Fiquei olhando para Rafael sem saber qual parte daquela frase era mais revoltante.

Ele tinha ido embora dizendo que Fernanda era o amor verdadeiro, tinha me deixado uma carta quase solene sobre felicidade e compensação, e agora estava na minha porta porque “as coisas não tinham saído como esperavam”.

— O que aconteceu? — perguntei.

Rafael desviou o olhar.

— A gente brigou.

— E?

— E talvez a gente tenha tomado algumas decisões rápido demais.

Lucas não disse nada. Apenas ficou ao meu lado, segurando a sacola do mercado. Percebi que Rafael olhava para ele o tempo todo, como se a presença daquele homem fosse uma provocação pessoal.

Quase tive vontade de rir.

— Você não veio aqui para falar do seu relacionamento com a Fernanda — falei. — Você disse que queria conversar sobre o apartamento e o dinheiro.

Rafael passou a mão pela nuca.

— Posso entrar?

— Não.

Ele pareceu surpreso.

Durante cinco anos, aquela também tinha sido a casa dele. Mas havia sido Rafael quem retirara suas roupas, escrevera uma carta de despedida e desaparecera sem me oferecer sequer uma conversa.

— Marina, não precisa fazer isso.

— Fazer o quê?

— Me tratar como estranho.

— Você teve a gentileza de me avisar por mensagem que estava fugindo com outra mulher. O que exatamente esperava encontrar quando voltasse?

O rosto dele endureceu.

— Eu ainda tenho direitos sobre o apartamento.

— Então vamos tratar disso da forma correta.

Pela primeira vez, vi insegurança nos olhos dele.
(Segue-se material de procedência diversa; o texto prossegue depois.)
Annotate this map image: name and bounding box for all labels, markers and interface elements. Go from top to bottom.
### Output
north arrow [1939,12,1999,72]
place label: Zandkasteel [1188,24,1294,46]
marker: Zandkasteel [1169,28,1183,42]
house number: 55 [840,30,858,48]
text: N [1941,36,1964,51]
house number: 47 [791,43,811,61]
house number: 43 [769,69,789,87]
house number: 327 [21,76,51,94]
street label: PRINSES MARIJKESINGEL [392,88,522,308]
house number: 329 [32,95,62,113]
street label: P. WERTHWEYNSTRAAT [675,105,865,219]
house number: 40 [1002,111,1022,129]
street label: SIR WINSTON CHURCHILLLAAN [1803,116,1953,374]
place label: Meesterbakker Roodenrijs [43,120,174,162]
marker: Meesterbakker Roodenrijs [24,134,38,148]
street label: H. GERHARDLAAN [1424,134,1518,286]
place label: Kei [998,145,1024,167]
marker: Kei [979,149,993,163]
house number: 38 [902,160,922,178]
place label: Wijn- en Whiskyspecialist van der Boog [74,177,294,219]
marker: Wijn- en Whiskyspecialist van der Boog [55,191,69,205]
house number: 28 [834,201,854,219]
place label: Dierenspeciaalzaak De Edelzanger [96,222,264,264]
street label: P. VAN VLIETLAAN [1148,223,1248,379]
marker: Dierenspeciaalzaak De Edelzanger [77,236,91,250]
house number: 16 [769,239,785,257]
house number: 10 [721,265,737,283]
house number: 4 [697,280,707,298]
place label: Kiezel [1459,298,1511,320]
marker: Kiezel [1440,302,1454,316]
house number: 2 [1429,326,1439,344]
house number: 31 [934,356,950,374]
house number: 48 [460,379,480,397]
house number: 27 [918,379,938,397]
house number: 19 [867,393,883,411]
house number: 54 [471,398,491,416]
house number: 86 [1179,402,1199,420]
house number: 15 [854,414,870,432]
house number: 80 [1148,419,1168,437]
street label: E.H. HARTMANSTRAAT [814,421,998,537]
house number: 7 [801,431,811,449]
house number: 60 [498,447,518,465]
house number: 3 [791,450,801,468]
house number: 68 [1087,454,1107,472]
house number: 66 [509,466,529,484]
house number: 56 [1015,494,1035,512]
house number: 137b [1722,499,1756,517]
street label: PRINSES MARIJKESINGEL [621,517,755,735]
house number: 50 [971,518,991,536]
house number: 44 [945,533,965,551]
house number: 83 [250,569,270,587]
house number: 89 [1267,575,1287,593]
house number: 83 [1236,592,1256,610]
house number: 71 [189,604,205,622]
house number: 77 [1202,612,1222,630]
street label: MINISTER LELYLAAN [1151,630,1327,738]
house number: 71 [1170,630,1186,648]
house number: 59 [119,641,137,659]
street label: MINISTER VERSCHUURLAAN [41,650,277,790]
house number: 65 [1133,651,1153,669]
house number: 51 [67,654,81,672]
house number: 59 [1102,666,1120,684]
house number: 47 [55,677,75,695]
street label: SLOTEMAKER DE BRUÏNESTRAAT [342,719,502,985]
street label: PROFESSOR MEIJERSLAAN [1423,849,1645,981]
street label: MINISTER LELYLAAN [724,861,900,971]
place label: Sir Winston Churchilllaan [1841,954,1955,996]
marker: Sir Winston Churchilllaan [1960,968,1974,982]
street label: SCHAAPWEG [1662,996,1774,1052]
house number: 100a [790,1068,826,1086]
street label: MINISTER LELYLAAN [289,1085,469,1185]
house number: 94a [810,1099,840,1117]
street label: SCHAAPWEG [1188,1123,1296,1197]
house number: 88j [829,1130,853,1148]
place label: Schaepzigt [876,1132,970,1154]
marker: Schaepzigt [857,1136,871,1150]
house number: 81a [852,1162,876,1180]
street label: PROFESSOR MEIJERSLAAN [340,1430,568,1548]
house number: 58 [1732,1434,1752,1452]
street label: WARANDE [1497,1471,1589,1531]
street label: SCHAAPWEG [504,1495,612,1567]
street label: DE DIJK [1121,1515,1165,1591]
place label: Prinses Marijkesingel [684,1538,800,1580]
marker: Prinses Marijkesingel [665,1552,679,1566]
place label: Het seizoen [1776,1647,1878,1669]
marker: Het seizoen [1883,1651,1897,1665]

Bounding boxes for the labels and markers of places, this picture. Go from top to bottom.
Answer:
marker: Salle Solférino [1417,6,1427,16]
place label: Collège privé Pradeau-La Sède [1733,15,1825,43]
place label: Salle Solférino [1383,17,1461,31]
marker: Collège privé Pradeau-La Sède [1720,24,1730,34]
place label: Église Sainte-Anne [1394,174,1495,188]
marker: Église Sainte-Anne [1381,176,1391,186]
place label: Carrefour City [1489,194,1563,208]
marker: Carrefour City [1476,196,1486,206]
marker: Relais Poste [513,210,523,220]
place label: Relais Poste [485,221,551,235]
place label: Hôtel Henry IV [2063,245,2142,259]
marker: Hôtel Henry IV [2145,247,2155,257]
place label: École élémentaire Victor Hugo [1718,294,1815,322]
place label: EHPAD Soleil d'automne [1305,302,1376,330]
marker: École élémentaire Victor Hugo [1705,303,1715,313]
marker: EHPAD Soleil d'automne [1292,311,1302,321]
Eu não estava dizendo que o imóvel era só meu. O apartamento tinha sido comprado durante nosso casamento, e eu sabia que a divisão dependeria do regime de bens e da documentação. Não pretendia inventar direitos que não tinha.

Mas também não aceitaria que Rafael aparecesse quando quisesse e tomasse decisões sozinho.

— Amanhã vou procurar orientação para organizar a separação e a partilha — continuei. — Você pode fazer o mesmo. Até lá, se precisar buscar algum objeto pessoal que deixou aqui, me avise antes.

— Você já está pensando em divórcio?

A pergunta me atingiu de um jeito inesperado.

— Você fugiu com outra mulher.

— Eu sei, mas…

— Não existe “mas”.

Ele olhou novamente para Lucas.

— Foi ele que colocou isso na sua cabeça?

Lucas finalmente falou:

— Não me use para fugir da conversa que você precisa ter com ela.

Rafael fechou a expressão.

— Isso não é da sua conta.

— Então pare de olhar para mim.

A tensão cresceu rapidamente.

Eu me coloquei entre os dois.

— Chega. Rafael, vai embora.

Ele ainda ficou alguns segundos parado.

— A Fernanda me contou que vocês estão morando juntos.

— E você está preocupado com isso agora?

— Só acho curioso.

— Eu também achei curioso quando vi minha melhor amiga usando meu casaco no aeroporto enquanto segurava a mão do meu marido.

Rafael não respondeu.

Virou as costas e foi embora.

Entrei no apartamento com as pernas tremendo.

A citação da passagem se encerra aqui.